§ Brief
From the records below, count the lines holding the string "trace". Only the number is wanted.
********************
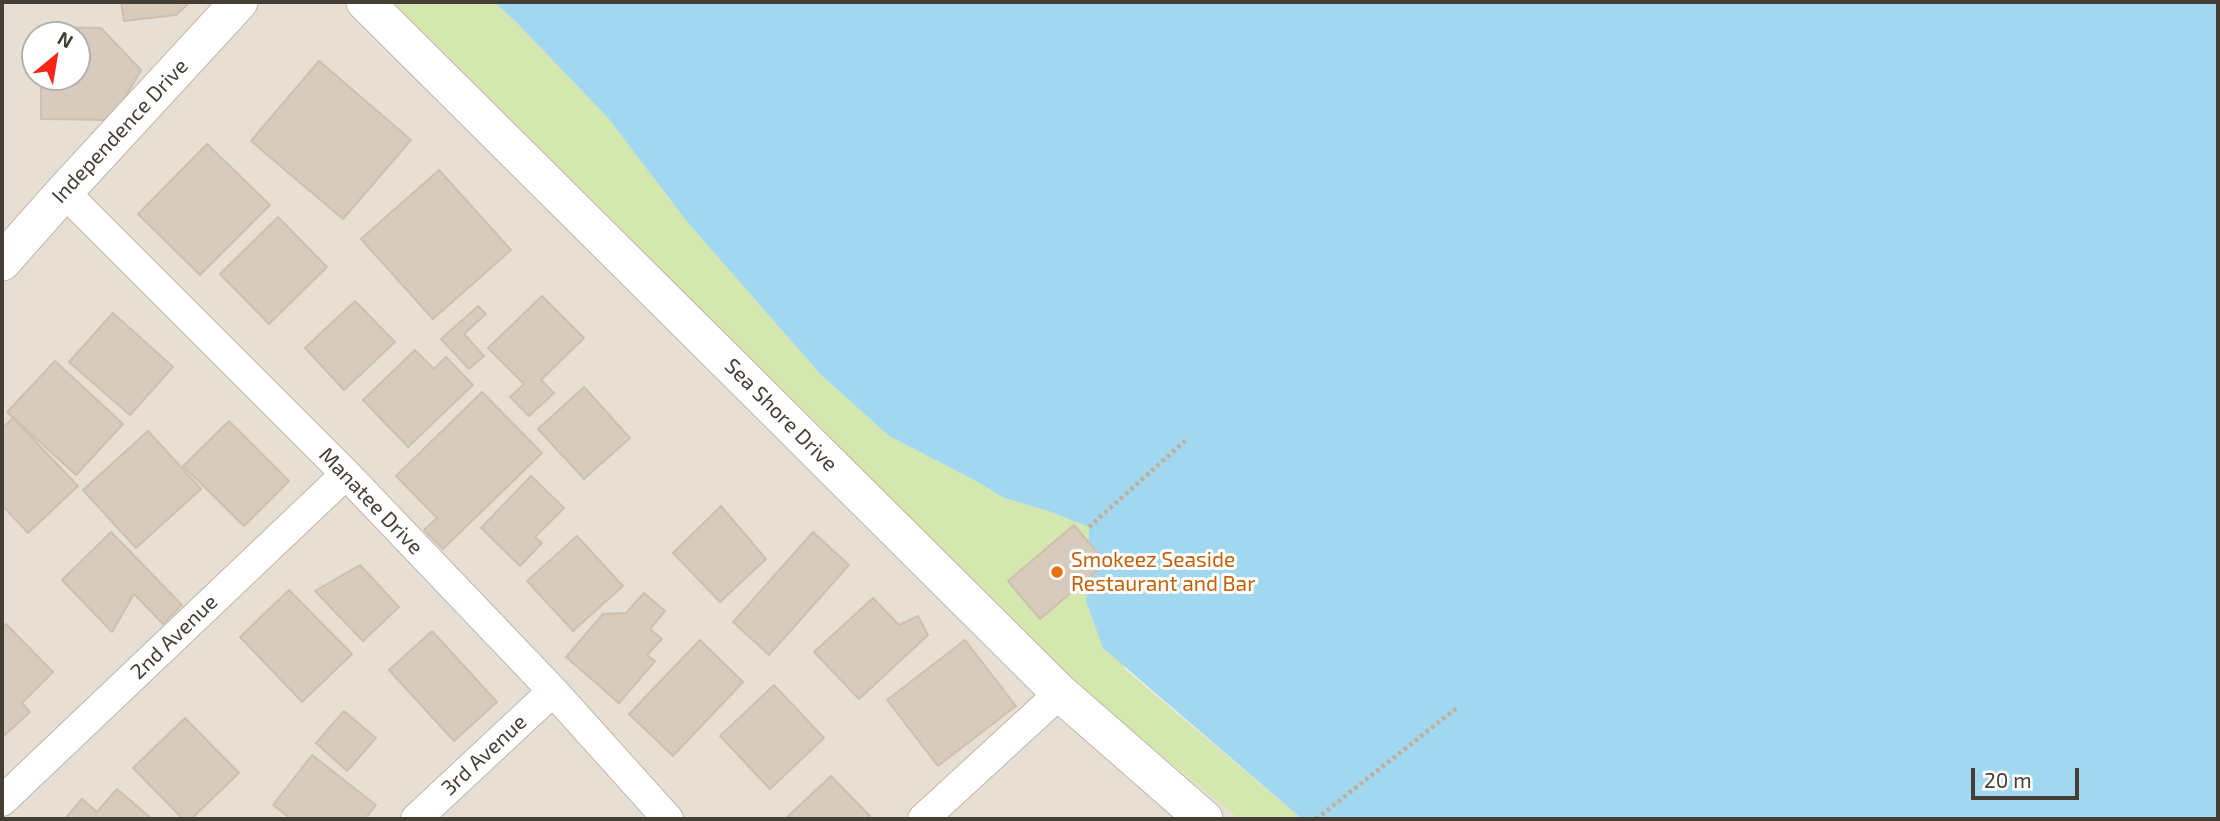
<!DOCTYPE html>
<html>
<head>
<meta charset="utf-8">
<style>
  body { margin:0 }
  #map { position:relative; width:2220px; height:821px; overflow:hidden; background:#f3eee6; font-family:"Exo 2",sans-serif }
  canvas { display:block }
  .frame { position:absolute; inset:0; border:4px solid #453e35; pointer-events:none }
  .north { position:absolute; left:21px; top:21px; width:70px; height:70px; box-sizing:border-box; background:#fff; border:2px solid #b5b2ae; border-radius:50%; rotate:30deg; font-size:19px; font-weight:700; line-height:28px; text-align:center; color:#453e35 }
  .north::after { content:''; display:block; margin:auto; width:24px; height:32px; background:#f92517; clip-path:polygon(50% 0,100% 100%,50% 72%,0 100%) }
  .scale { position:absolute; left:1971px; top:768px; width:108px; height:32px; box-sizing:border-box; border:4px solid #453e35; border-top:0; padding-left:9px; font-size:21px; line-height:24px; white-space:nowrap; color:#453e35; -webkit-text-stroke:5px #fff; paint-order:stroke }
</style>
</head>
<body>
<div id="map">
<canvas width="2220" height="821"></canvas>
<div class="frame"></div>
<div class="north">N</div>
<div class="scale">20 m</div>
</div>
<script>
const ctx = document.querySelector('canvas').getContext('2d');
ctx.lineJoin = 'round';
function fill(path, color) { ctx.fillStyle = color; ctx.fill(path, 'evenodd'); }
const toPath = rows => new Path2D(rows.map(r => 'M' + r).join(''));
function trace(path, color, width, dash) { ctx.strokeStyle = color; ctx.lineWidth = width; ctx.lineCap = dash ? 'butt' : 'round'; ctx.setLineDash(dash || []); ctx.stroke(path); }
function write(font, color, halo, rows, align = 'center') {
  ctx.font = font + ' "Exo 2",sans-serif'; ctx.lineWidth = 6; ctx.setLineDash([]); ctx.textBaseline = 'middle'; ctx.strokeStyle = halo; ctx.fillStyle = color; for (const [text, x, y, turn = 0] of rows) {
    ctx.save(); ctx.translate(x, y); ctx.rotate((+turn || 0) * Math.PI / 180); ctx.textAlign = isNaN(turn) ? turn : align; if (halo) ctx.strokeText(text, 0, 0); ctx.fillText(text, 0, 0); ctx.restore();
  }
}
const residential = toPath([
  [2,2,387,2,1068,680,1239,819,2,819],
  [35,35,77,35,77,77,35,77]
]);
const green = toPath([
  [387,2,494,2,516,22,608,118,688,223,821,375,889,436,976,481,1004,498,1048,511,1089,527,1086,601,1125,669,1302,819,1239,819,1068,680]
]);
const water = toPath([
  [494,2,2218,2,2218,819,1302,819,1103,648,1086,601,1089,527,1048,511,1004,498,976,481,889,436,821,375,688,223,608,118,516,22]
]);
const building = toPath([
  [121,2,190,2,176,15,124,21,121,2],
  [41,27,101,28,141,70,112,120,41,119,41,77,77,77,77,35,41,35,41,27],
  [319,61,411,140,343,219,251,141,319,61],
  [207,144,270,205,200,275,138,214,207,144],
  [439,170,511,250,433,319,361,239,439,170],
  [278,217,327,267,269,324,220,274,278,217],
  [542,296,584,338,541,380,554,393,529,416,510,397,524,384,488,348,542,296],
  [355,301,395,342,344,390,305,348,355,301],
  [478,306,486,314,464,334,484,356,469,369,441,339,478,306],
  [113,313,173,367,130,415,69,362,113,313],
  [415,350,434,369,446,357,473,385,408,447,363,400,415,350],
  [55,361,123,424,76,475,7,412,55,361],
  [584,387,630,438,584,479,538,429,584,387],
  [482,392,542,453,443,549,424,530,437,518,396,476,482,392],
  [13,418,78,486,28,533,2,505,2,428,13,418],
  [229,421,289,481,244,526,183,466,229,421],
  [148,431,201,489,136,548,83,490,148,431],
  [531,476,564,508,535,537,542,543,520,566,481,528,531,476],
  [721,506,766,559,720,602,673,553,721,506],
  [1074,525,1106,563,1040,619,1008,581,1074,525],
  [111,532,182,605,163,624,134,594,112,632,62,580,111,532],
  [813,532,849,565,769,655,733,622,813,532],
  [577,536,623,586,573,631,527,581,577,536],
  [360,565,399,607,363,641,315,591,360,565],
  [289,590,352,654,302,702,240,637,289,590],
  [644,593,665,611,650,629,662,639,647,655,655,661,619,703,566,657,603,614,626,613,644,593],
  [873,598,899,625,918,616,928,635,859,699,814,652,873,598],
  [6,624,53,672,22,703,30,712,5,735,2,732,2,628,6,624],
  [432,631,497,702,454,741,389,670,432,631],
  [700,640,743,682,673,756,629,714,700,640],
  [965,640,1016,706,938,766,887,700,965,640],
  [774,685,824,738,770,789,720,736,774,685],
  [344,711,376,738,347,771,316,743,344,711],
  [185,718,239,773,191,819,183,819,133,768,185,718],
  [312,755,376,805,365,819,291,819,273,805,312,755],
  [831,776,870,816,867,819,785,819,831,776],
  [117,789,152,819,65,819,82,799,97,812,117,789]
]);
const path = toPath([
  [1089,527,1186,440],
  [1316,819,1458,707]
]);
const minor = toPath([
  [64,192,346,474,553,691,668,819],
  [2,801,346,474],
  [416,819,553,691],
  [923,819,1060,693]
]);
const tertiary = toPath([
  [365,2,1060,693,1204,819],
  [2,262,64,192,239,2]
]);
const markers = [
  [1057,572,7,"#e8710a"]
];
const streetNames = [
  ["Independence Drive",120,131,-47],
  ["Sea Shore Drive",781,415,45],
  ["Manatee Drive",371,501,46],
  ["2nd Avenue",174,637,-44],
  ["3rd Avenue",484,755,-43]
];
const foodNames = [
  ["Smokeez Seaside",1071,560],
  ["Restaurant and Bar",1071,584]
];
fill(residential, '#e7dfd4');
fill(green, '#d3e7ae');
fill(water, '#a2d7f0');
fill(building, '#d7cbbe');
trace(building, '#cfbfae', 2);
trace(minor, '#c1b7ab', 32);
trace(tertiary, '#c1b7ab', 39);
trace(path, '#c0af9a', 4.5, [3.5, 3.5]);
trace(minor, '#fff', 30);
trace(tertiary, '#fff', 37);
for (const [x, y, r, color] of markers) { const dot = new Path2D(); dot.arc(x, y, r, 0, 2 * Math.PI); ctx.fillStyle = color; ctx.fill(dot); trace(dot, '#fff', 2.5); }
write('21px', '#453e35', '#fff', streetNames);
write('21px', '#c56008', '#fff', foodNames, 'left');
</script>
</body>
</html>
********************
§ Response area
8